(Dataset entries)
== Segment start ==
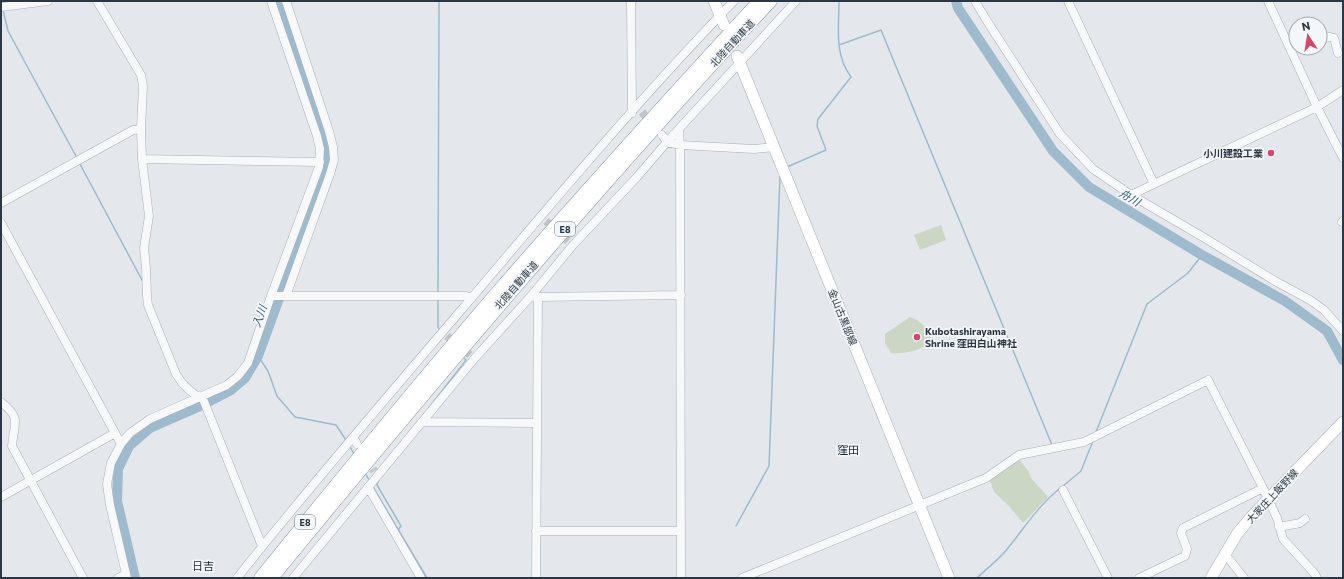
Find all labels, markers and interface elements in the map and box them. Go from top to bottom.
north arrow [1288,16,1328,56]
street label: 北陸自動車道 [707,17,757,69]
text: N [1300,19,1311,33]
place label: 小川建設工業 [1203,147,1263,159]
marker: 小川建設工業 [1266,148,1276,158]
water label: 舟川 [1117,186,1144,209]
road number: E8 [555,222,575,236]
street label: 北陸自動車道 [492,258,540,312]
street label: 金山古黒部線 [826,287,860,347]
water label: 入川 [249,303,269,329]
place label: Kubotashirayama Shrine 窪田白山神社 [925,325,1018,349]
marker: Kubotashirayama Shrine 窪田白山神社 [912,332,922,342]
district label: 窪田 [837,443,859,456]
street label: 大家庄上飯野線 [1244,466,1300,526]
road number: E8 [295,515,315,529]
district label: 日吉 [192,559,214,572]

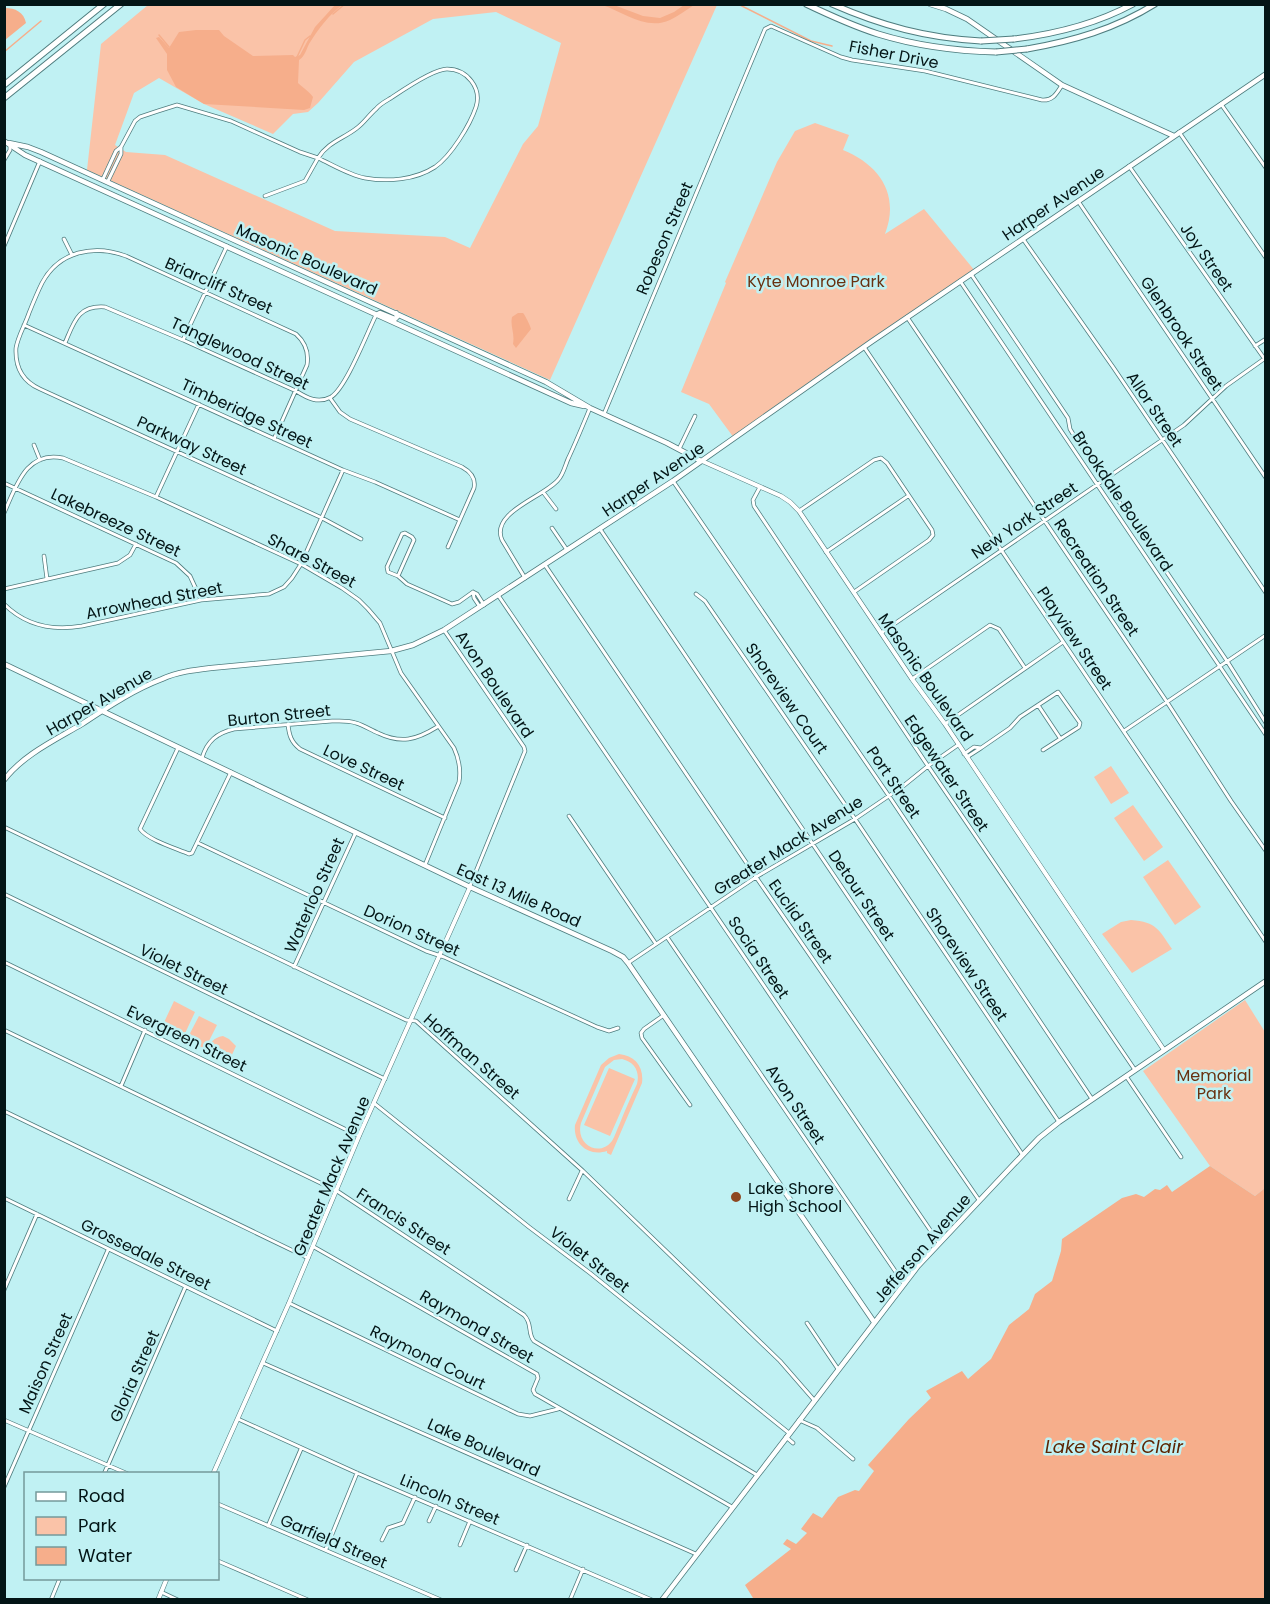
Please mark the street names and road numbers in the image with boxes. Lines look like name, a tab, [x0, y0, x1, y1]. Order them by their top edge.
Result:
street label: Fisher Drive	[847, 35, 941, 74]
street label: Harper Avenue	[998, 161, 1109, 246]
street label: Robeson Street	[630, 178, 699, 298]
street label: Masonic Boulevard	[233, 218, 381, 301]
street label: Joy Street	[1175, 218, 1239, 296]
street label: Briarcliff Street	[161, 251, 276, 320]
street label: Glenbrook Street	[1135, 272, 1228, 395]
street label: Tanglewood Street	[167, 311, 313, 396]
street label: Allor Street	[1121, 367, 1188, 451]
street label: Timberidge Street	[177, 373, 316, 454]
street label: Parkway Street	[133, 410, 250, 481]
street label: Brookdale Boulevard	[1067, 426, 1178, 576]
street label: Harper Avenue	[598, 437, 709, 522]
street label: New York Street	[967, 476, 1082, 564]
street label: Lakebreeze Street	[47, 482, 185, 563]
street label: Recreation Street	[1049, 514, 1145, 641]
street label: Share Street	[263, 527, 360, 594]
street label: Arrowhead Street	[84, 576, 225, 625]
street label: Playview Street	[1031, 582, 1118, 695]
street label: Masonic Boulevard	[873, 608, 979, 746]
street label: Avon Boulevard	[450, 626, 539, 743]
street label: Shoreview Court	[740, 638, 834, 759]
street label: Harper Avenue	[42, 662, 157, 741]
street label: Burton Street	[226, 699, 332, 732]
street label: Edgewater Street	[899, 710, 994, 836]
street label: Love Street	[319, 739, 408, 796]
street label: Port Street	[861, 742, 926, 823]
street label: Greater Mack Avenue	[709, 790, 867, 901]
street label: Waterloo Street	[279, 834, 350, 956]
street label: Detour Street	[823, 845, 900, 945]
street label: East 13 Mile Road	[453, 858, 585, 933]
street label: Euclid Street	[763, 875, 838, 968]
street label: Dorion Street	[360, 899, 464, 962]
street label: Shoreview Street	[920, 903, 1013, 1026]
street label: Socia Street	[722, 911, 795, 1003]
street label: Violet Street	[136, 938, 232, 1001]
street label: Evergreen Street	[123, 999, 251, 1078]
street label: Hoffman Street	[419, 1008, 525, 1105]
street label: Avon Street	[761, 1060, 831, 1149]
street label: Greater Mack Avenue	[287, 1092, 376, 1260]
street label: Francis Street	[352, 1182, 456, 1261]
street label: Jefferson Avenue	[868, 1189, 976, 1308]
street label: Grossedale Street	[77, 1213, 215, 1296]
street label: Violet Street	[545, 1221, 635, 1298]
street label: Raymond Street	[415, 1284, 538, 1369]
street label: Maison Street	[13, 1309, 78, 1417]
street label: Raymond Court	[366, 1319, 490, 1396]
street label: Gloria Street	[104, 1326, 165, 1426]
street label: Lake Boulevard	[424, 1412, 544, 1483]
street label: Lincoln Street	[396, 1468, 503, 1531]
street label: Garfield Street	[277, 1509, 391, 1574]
== Segment end ==
# [Your objective]
Find the word "district" in the entries above. Copy every line that has it.

# [Exercise solution]
district label: 窪田 [837,443,859,456]
district label: 日吉 [192,559,214,572]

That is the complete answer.